Segment Open
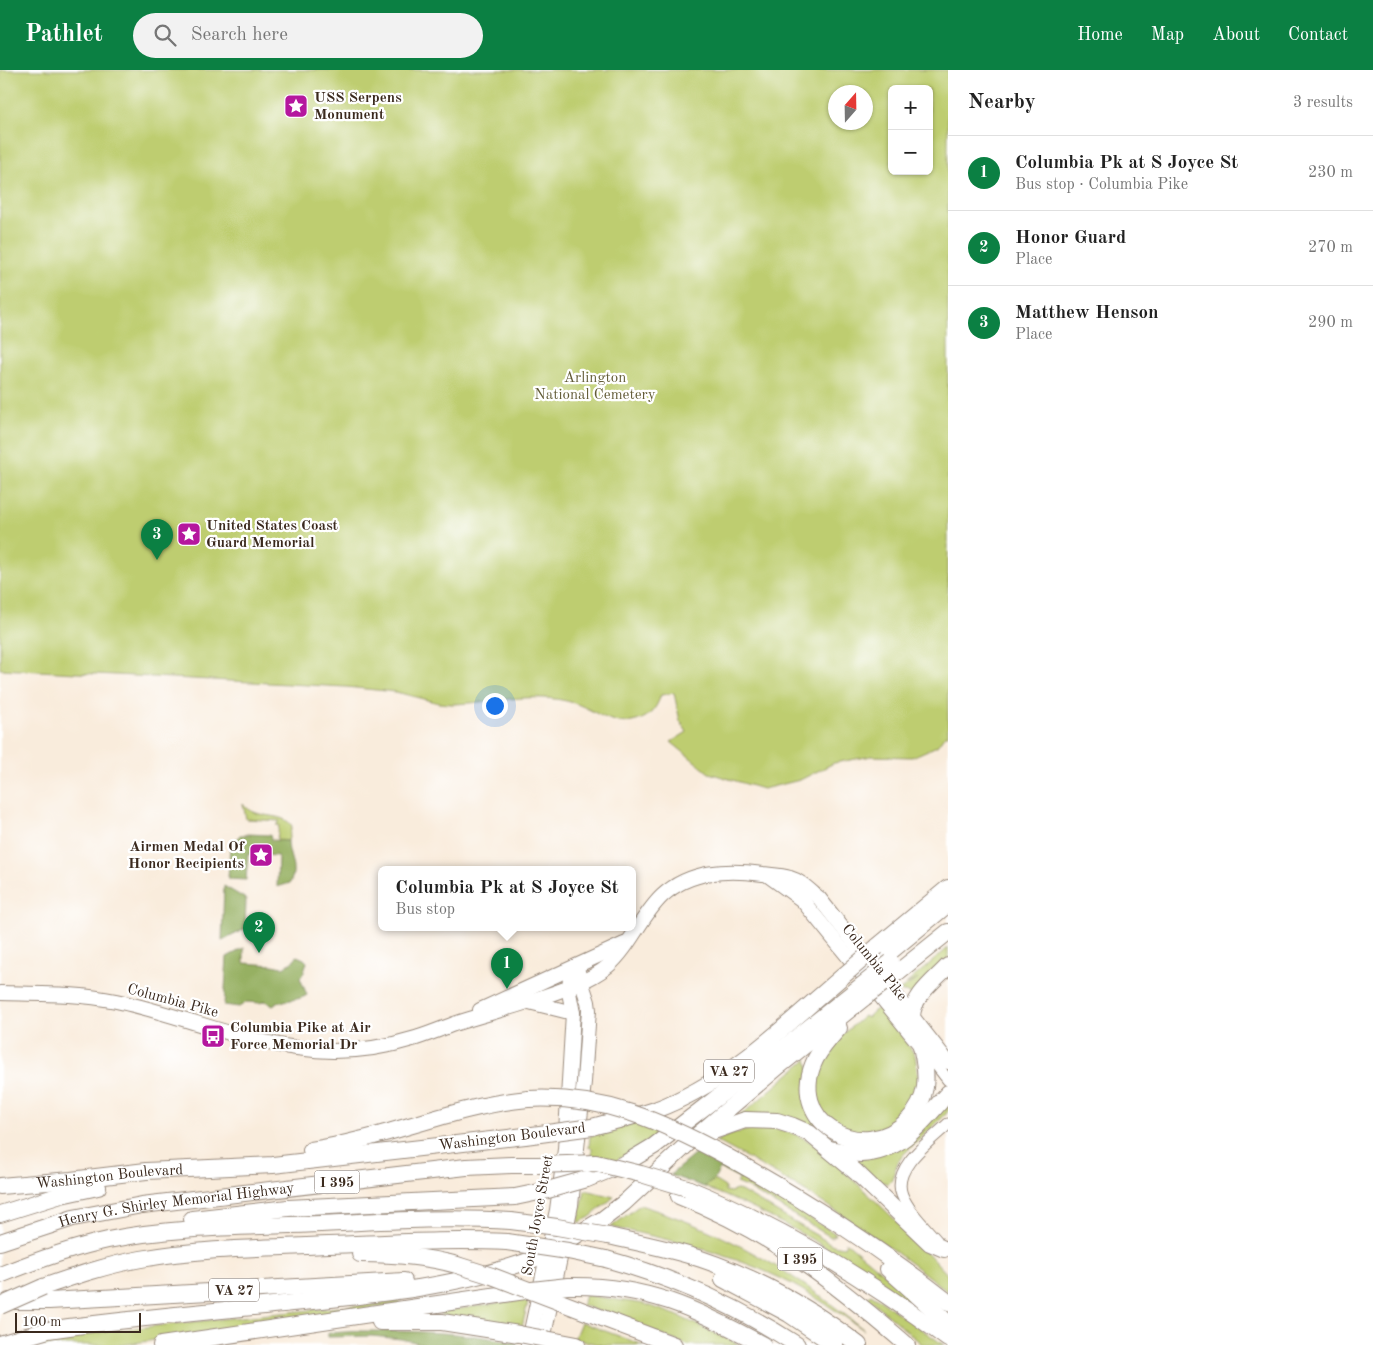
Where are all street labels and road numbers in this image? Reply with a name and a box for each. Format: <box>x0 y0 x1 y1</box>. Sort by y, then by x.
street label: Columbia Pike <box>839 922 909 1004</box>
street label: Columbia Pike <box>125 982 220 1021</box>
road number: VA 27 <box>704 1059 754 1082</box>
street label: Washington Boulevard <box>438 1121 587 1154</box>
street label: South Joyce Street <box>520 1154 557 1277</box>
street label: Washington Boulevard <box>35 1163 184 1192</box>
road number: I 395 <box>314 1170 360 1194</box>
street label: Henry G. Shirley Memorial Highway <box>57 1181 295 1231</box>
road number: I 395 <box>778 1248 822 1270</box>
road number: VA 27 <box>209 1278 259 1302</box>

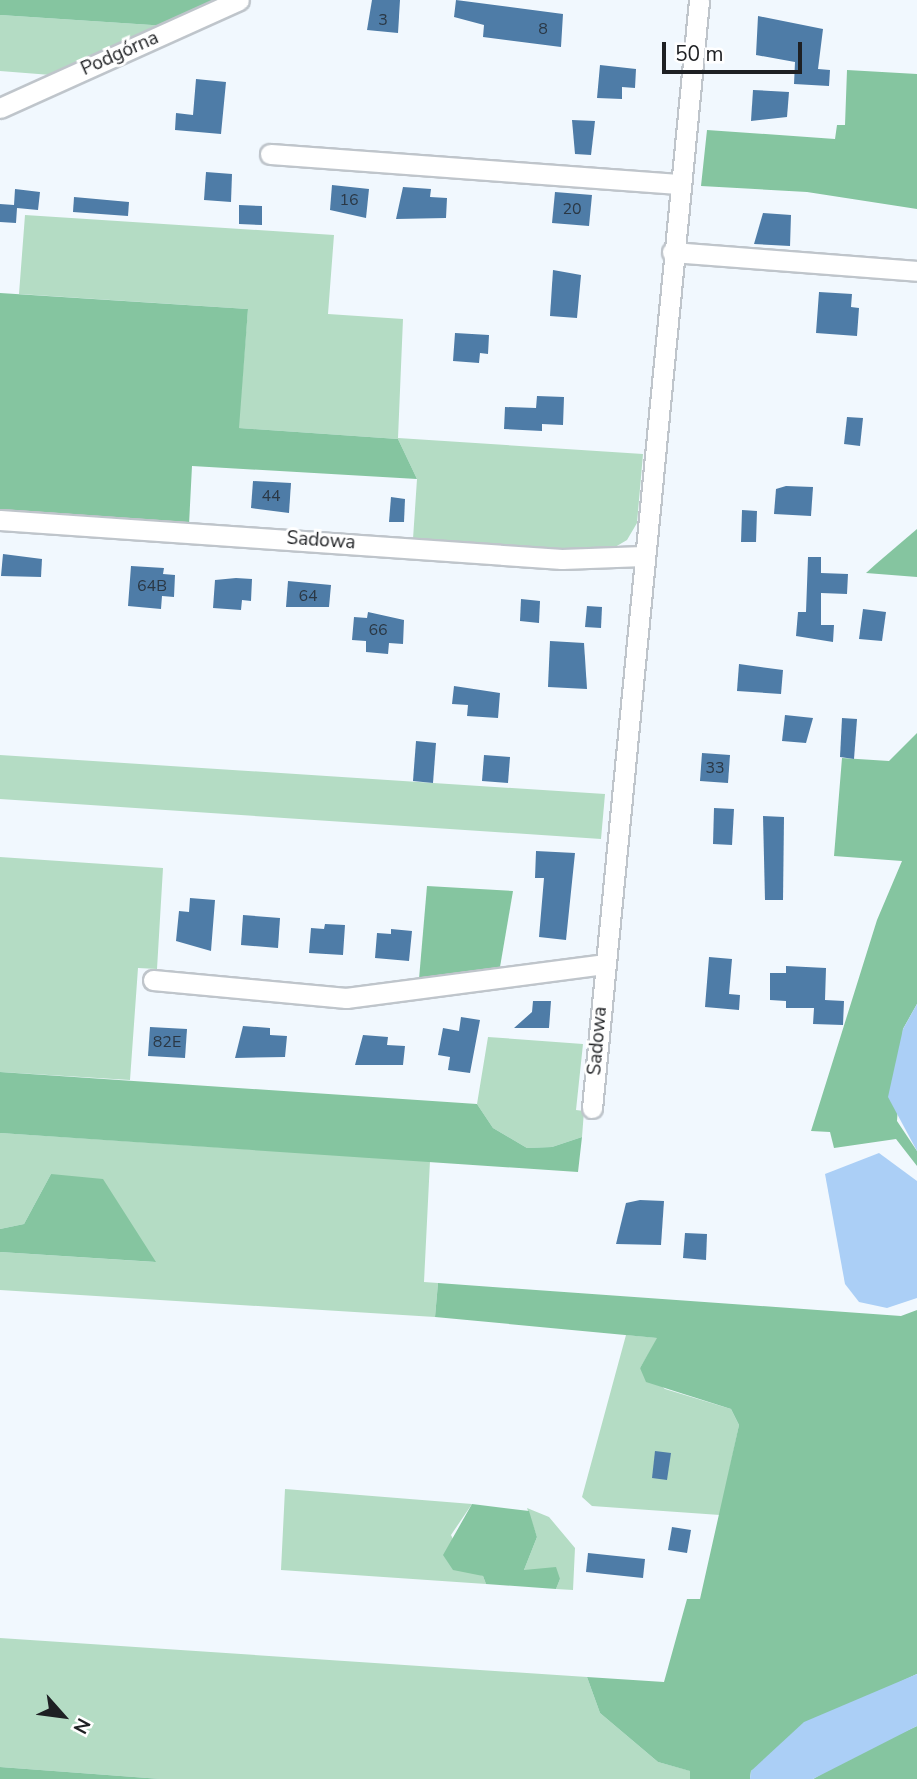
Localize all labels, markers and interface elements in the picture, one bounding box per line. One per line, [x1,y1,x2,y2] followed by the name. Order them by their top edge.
Segment Closed
■ **PROBLEM REQUIREMENTS**: Would you copy all of the data exactly? Keep the pictures out of it.

■ **COMPLETED TASK**:
Where are all street labels and road numbers in this image? Reply with a name and a box for each. Format: <box>x0 y0 x1 y1</box>. Sort by y, then by x.
street label: Columbia Pike <box>839 922 909 1004</box>
street label: Columbia Pike <box>125 982 220 1021</box>
road number: VA 27 <box>704 1059 754 1082</box>
street label: Washington Boulevard <box>438 1121 587 1154</box>
street label: South Joyce Street <box>520 1154 557 1277</box>
street label: Washington Boulevard <box>35 1163 184 1192</box>
road number: I 395 <box>314 1170 360 1194</box>
street label: Henry G. Shirley Memorial Highway <box>57 1181 295 1231</box>
road number: I 395 <box>778 1248 822 1270</box>
road number: VA 27 <box>209 1278 259 1302</box>

Localize all labels, markers and interface elements in the picture, one bounding box per line. One per line, [x1,y1,x2,y2] followed by the name. Order them by their top edge.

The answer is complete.